Yapılacak iş; dosya içerisindeki bütün kusur raporlarının irdelenerek, aralarındaki çelişkinin giderilmesi amacıyla tamamı işçi sağlığı ve iş güvenliği uzmanı olan işin niteliği gereği elektrik ve makine mühendislerinden oluşturulacak 3 kişilik bilirkişi heyetinden, İş Kanununun 77.maddesinin öngördüğü koşulları gözönünde tutarak ve özellikle işyerinin niteliğine göre, işyerinde uygulanması gereken İş sağlığı ve iş Güvenliği Yönetmeliğinin ilgili maddelerini incelemek suretiyle, işverenlerin, işyerinde alması gerekli önlemlerin neler olduğu, hangi önlemleri aldığı, hangi önlemleri almadıkları, alınan önlemlere işçinin uyup uymadığı gibi hususlar ayrıntılı bir biçimde incelemek suretiyle çelişkiler giderilerek kusurun aidiyeti ve oranı hiç bir kuşku ve duraksamaya yer vermeyecek biçimde belirlenerek verilen rapor dosyadaki bilgi ve belgelerle birlikte değerlendirildikten sonra, sonuca göre karar vermekten ibarettir.
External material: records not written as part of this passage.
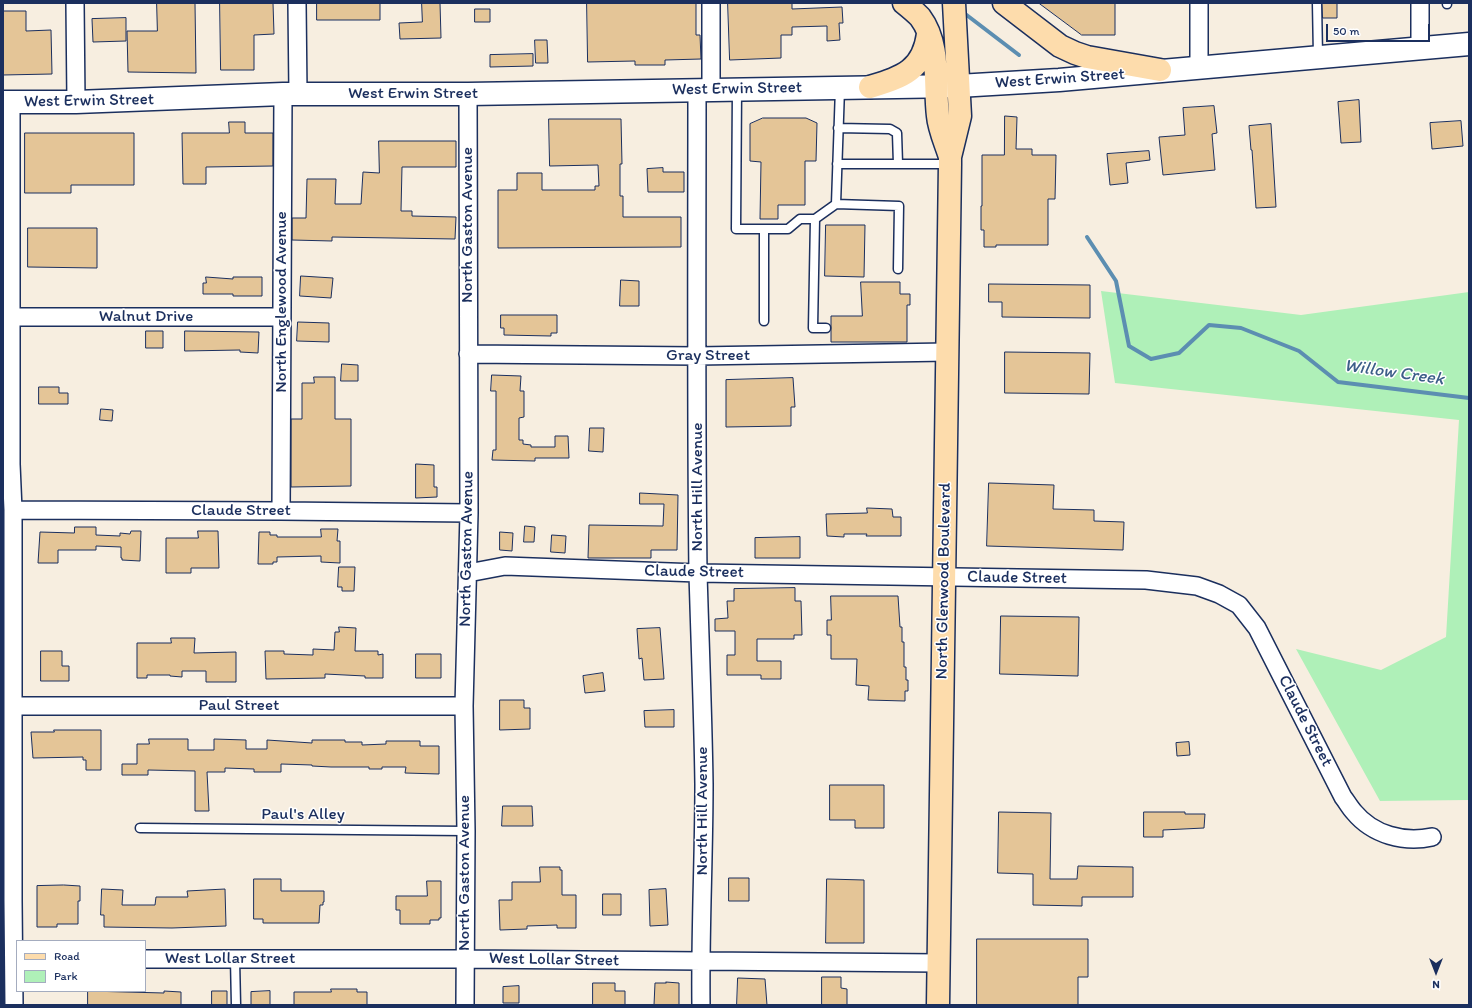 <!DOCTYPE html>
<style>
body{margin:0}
#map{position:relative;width:1472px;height:1008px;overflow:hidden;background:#f7eee0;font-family:Itim,sans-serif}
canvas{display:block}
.frame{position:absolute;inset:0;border:4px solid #1b2f5e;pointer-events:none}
.legend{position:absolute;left:16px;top:940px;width:130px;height:52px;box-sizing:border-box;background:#fff;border:1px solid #a4acbf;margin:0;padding:5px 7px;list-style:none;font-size:12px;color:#1b2f5e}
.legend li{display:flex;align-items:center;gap:8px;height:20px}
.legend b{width:20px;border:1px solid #a4acbf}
.north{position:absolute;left:1416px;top:952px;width:40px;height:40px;-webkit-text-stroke:3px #fff;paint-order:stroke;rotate:180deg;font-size:11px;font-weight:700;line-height:16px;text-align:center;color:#1b2f5e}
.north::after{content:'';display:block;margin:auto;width:14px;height:18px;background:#1b2f5e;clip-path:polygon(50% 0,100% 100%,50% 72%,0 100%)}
.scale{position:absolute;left:1326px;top:24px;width:104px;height:18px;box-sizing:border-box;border:2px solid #1b2f5e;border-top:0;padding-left:5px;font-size:12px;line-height:14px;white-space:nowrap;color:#1b2f5e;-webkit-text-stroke:3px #fff;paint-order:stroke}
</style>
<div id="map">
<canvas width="1472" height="1008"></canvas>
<div class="frame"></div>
<ul class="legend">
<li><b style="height:5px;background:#fddcac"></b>Road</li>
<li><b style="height:11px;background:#aff0b8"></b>Park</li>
</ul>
<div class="north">N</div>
<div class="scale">50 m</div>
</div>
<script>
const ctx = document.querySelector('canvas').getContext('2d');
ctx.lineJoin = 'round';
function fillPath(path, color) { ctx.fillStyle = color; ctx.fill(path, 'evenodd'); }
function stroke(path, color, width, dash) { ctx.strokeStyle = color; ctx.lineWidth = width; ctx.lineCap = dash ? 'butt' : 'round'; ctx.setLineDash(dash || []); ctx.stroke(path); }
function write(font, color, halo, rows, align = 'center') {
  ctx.font = font + ' Itim,sans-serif'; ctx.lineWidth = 3; ctx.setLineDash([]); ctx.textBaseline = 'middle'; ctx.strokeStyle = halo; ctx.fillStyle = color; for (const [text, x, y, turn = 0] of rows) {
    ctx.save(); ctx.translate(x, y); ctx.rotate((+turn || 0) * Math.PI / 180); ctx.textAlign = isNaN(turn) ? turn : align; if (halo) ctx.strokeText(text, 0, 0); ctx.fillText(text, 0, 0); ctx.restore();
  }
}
fillPath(new Path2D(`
 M1101,291l200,24 168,-23v508l-89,1 -84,-152 85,21 65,-33 13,-217 -344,-37z`), '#aff0b8');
stroke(new Path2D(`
 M964,13l55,42
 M1087,237l29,44 13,65 22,13 28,-6 30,-28 32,3 58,23 39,31 131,16`), '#5c8eb1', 4);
const building = new Path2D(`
 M157,3h38l1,70 -68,-1 -1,-41h30z
 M220,3h53l1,31 -20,1v35h-33z
 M317,3h63v17h-63z
 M422,3h18l1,35 -41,1 -1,-16 23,-1z
 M587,3h109v32h4l1,24 -36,1v5h-30v-4l-47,1z
 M728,3h64v6l50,-2 1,16h-4l1,17 -13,1v-15l-35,1v8h-11v23l-51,2z
 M1039,3h76v32h-33z
 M1322,3h15v15h-14z
 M475,9h15v13h-15z
 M3,11h23v20l25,-1 1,44 -49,1z
 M126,18v23l-33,1 -1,-23z
 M535,40h12l1,23h-12z
 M533,54v12l-43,1v-12z
 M1359,100l2,42 -20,1 -3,-41z
 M1214,106l3,27 -5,1 3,36 -52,5 -4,-38 26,-2 -2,-27z
 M1005,116l12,1 -1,32h16v6h24l-1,44h-7v46h-52v2h-12v-17h-3v-24h1v-51h22z
 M763,118h43l11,5 -1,38h-11v44h-27v14h-18l1,-57 -11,-1v-37z
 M549,119h72l1,45h-2v32h3v21h58v30l-183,1v-58h19v-17h25v17h53v-4h4l-1,-21 -48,1z
 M1461,121l2,25 -31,3 -2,-26z
 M229,122h16v11h28v33l-67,1v17h-23l-1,-51h47z
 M1271,124l5,83 -20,1 -4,-58h-1l-2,-24z
 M25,133h109v52h-63v8h-46z
 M379,141h77v26h-54l-1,44h11v5l44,1 -1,22 -123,-2v4l-40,-1v-22h14l1,-39h29l-1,25h26l2,-32 16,1z
 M1149,151l1,9 -24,3 2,20 -18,2 -3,-31z
 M663,168v4h21v20h-36l-1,-23z
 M826,225h39l-1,52 -39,-1z
 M28,228h69v40l-69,-1z
 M301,276l32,2 -2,20 -31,-2z
 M206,277l27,2v-2h29v19h-29v-2h-30v-11h3z
 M621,280l18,1v25h-19z
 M861,282h39v12h10v11h-3v37h-76v-26h31z
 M989,284l101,1v33l-88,-1v-15h-13z
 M501,315h56v18h-6v3l-47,-1v-7h-3z
 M298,322l31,1v19l-32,-1z
 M146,331h17v17h-17z
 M185,331l74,1 -1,21 -18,-1v-2l-55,1z
 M1005,352l85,1 -1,41 -84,-1z
 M342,364l16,1v16h-17z
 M492,375l29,1 -1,15h4v26l-5,1v22h4v4l8,1v2h24v-11h13l1,22h-34v3l-43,-1 1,-10h3v-59h-5z
 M314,377h21v42h16v67l-60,1v-68h11v-36h12z
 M793,378l2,29h-4v19l-65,1v-47z
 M39,387h20v6h9v11h-29z
 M101,409l12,1 -1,11 -12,-1z
 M590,428h14l-1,24 -14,-1z
 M416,464l18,1v22h3v10l-21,1z
 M989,483l65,2 -1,24 41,1v11l30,1 -1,28 -136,-4z
 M640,493l38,2 -1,55h-26v8h-63l1,-33 74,1 1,-22h-24z
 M867,508l25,1 1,8h8v19h-35l1,-2h-23v3l-17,-1 -1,-22 41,-1z
 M525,526l10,1 -1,15h-10z
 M75,527h21v8l24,1v-3l10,1 1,-3h10l-1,30 -18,-1v-2h-1v-11l-25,-1v4h-38v13h-20l2,-31 34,1z
 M321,529h17l-1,12h3v22l-19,-1v-6l-44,1v5h-4v2h-15l1,-32h11v3h7v2h44z
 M198,531h20l1,37h-28v5h-25v-35h32z
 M500,532l13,1 -1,18 -12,-1z
 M552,535l14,1 -1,17 -14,-1z
 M800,537v21h-45v-20z
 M339,567h16l-1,24h-12v-4h-4z
 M795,588v13h6l1,34h-8v4h-37v22h24v18h-20v-4h-34v-20h8v-24h-20v-12l13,-1 -1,-17h7v-12z
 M831,596h67l2,31h2v15h2v25h2v13h2v11h-3v10l-37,-1 1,-14 -13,-1 1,-26h-26v-24h-4v-15h4z
 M1001,616l78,1 -1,59 -78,-2z
 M339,627l17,1 -1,23h23v4l5,-1v24h-18v-2l-40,-2v4l-59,1 -1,-28h19v3l29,1v-6l21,1 1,-18h4z
 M660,628l4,51 -20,1 -2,-22 -3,1 -2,-30z
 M171,638h24l-1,15 42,-1v30h-30v-11h-24v6l-12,-1v-1h-23v3h-10v-35h34z
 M41,651h21v15h7v15h-28z
 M416,654h25v24h-25z
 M603,673l2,18 -20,2 -2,-17z
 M500,700h24v8h6v21l-30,1z
 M674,710v17h-29l-1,-16z
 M54,730h47v40h-15v-10h-3v-3l-50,1 -2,-26h23z
 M149,739h39v11h26v-11l32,1v9h21v-9l45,3v-3h33v2h17v3l24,-1v-3h34v5h19v28l-34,-1 1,-6h-24v2h-13v-2h-38l-19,-1v-1l-31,-1v8h-27v-3l-29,-1v4h-18l2,39h-14v-40l-47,-1v5h-26v-11h15v-20h12z
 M1189,742l1,13 -13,1 -1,-13z
 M830,785h54v43h-29v-8h-25z
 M503,806h29l1,20h-31z
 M999,812l52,1 -1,66h27l1,-13 55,1v30h-51v9l-49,-1v-31l-35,-1z
 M1144,812h41v2h20l-1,14 -41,2v7h-19z
 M540,867h20v3h2v25h14v33h-19v-3l-30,1v3l-27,1 -1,-30h13v-18h28z
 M729,878h20v23h-20z
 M254,879h27v12h43v11h-1v3h-3l-1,18h-56v-4h-9z
 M827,879l37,1v63h-38z
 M427,881h14v37h-2v2h-9v4h-30v-14h-4v-14h31z
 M64,885l16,1v15h-2v23h-21v3h-20v-41z
 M102,889l21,1 -1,15h33l1,-8h32l-1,-6 38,-2 1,37 -54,2 -68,-1v-12h-3z
 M666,889l2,36 -18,1 -1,-36z
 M603,894h18v21h-18z
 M977,939h111v38h-10v28h-101z
 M822,977h19v11l6,1v16h-25z
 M738,978l27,1 2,26h-30z
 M666,982l13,1v22h-25l1,-22h11z
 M593,983h22v8h10v14h-32z
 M519,986v17h-16v-16z
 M331,989h26v3h10v13h-73v-13h37z
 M88,991l76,2v-2l17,1v13h-93z
 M212,991h15v14h-15z
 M270,991v14h-19v-13z`);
fillPath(building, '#e4c597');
stroke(building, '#1b2f5e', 1);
const lane = new Path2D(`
 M1317,3l1,53
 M1447,3v1
 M840,88l-4,116 63,2 -1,63
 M737,89l-1,140h52l12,-10h15
 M838,128l52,1 7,4 1,31
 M837,164h112
 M764,229v92
 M826,328h-13l2,-109 21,-15
 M140,828l326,3
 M235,959l1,46`);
const street = new Path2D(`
 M75,3l1,99
 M297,3l1,91
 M711,3v86
 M1420,47v-44
 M1199,67v-64
 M697,89c0,161 -1,323 1,484 2,70 5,141 6,211 0,74 -4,147 -3,221
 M11,102v362l2,46v391l1,104
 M11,317h271
 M468,354l229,2 251,-4
 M13,510l268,1 188,2
 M281,511l2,-417
 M468,573l37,-7 193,7 448,7 51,6 22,8 20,11 18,23 86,169c4,5 7,11 11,15 19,23 50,31 78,25
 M14,706h450
 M145,959h320l474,4
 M465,1005l1,-174 -2,-125 5,-193 -1,-419`);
const secondary = new Path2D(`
 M3,102h73l207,-8h185l490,-8 101,-6 410,-36`);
const primary = new Path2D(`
 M904,3c5,4 11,9 16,14 21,28 14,67 18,99 1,13 8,28 12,41
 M1004,3l56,43 15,7 12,4 73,13
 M870,87c32,-10 53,-16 58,-53
 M938,1005l12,-841v-7l10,-41 -6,-113`);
stroke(lane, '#1b2f5e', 11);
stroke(street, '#1b2f5e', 20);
stroke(secondary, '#1b2f5e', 25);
stroke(primary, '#1b2f5e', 25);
stroke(lane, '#fff', 8);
stroke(street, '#fff', 17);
stroke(secondary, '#fff', 22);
stroke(primary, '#fddcac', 22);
write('17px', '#1b2f5e', '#fff', [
 ["West Erwin Street",1060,79,-4],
 ["West Erwin Street",737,89,-1],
 ["West Erwin Street",413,94],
 ["West Erwin Street",89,101,-1],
 ["North Gaston Avenue",468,225,-90],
 ["North Englewood Avenue",282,302,-90],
 ["Walnut Drive",146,317],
 ["Gray Street",708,356],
 ["North Hill Avenue",698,487,-90],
 ["Claude Street",241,511],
 ["North Gaston Avenue",467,549,-89],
 ["Claude Street",694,572,1],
 ["Claude Street",1017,578,1],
 ["North Glenwood Boulevard",944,581,-89],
 ["Paul Street",239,706],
 ["Claude Street",1305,721,63],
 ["North Hill Avenue",703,811,-90],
 ["Paul's Alley",303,815],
 ["North Gaston Avenue",465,873,-90],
 ["West Lollar Street",230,959],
 ["West Lollar Street",554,960,1]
]);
write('italic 18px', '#3c5e88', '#fff', [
 ["Willow Creek",1394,373,8]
]);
</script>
Mahkemece bu maddi ve hukuki olgular göz önün de tutulmaksızın çelişkili olan kusur raporunu hükme dayanak almak suretiyle yazılı şekilde hüküm kurulması usul ve yasaya aykırı olup bozma nedenidir.
O halde, davalılar A.. Ş.. vekili ile F. K.vekilinin bu yönleri amaçlayan temyiz itirazları kabul edilmeli ve hüküm bozulmalıdır.
SONUÇ: Hükmün yukarıda açıklanan nedenlerle BOZULMASINA, Bozma nedenine göre davalılar A. Ş. ve F. K. vekillerinin sair temyiz itirazlarının şimdilik incelenmesine yer olmadığına, temyiz harcının istek halinde temyiz eden davalılar A. Ş. ve F. K. iadesine, 24/02/2014 gününde oybirliğiyle karar verildi.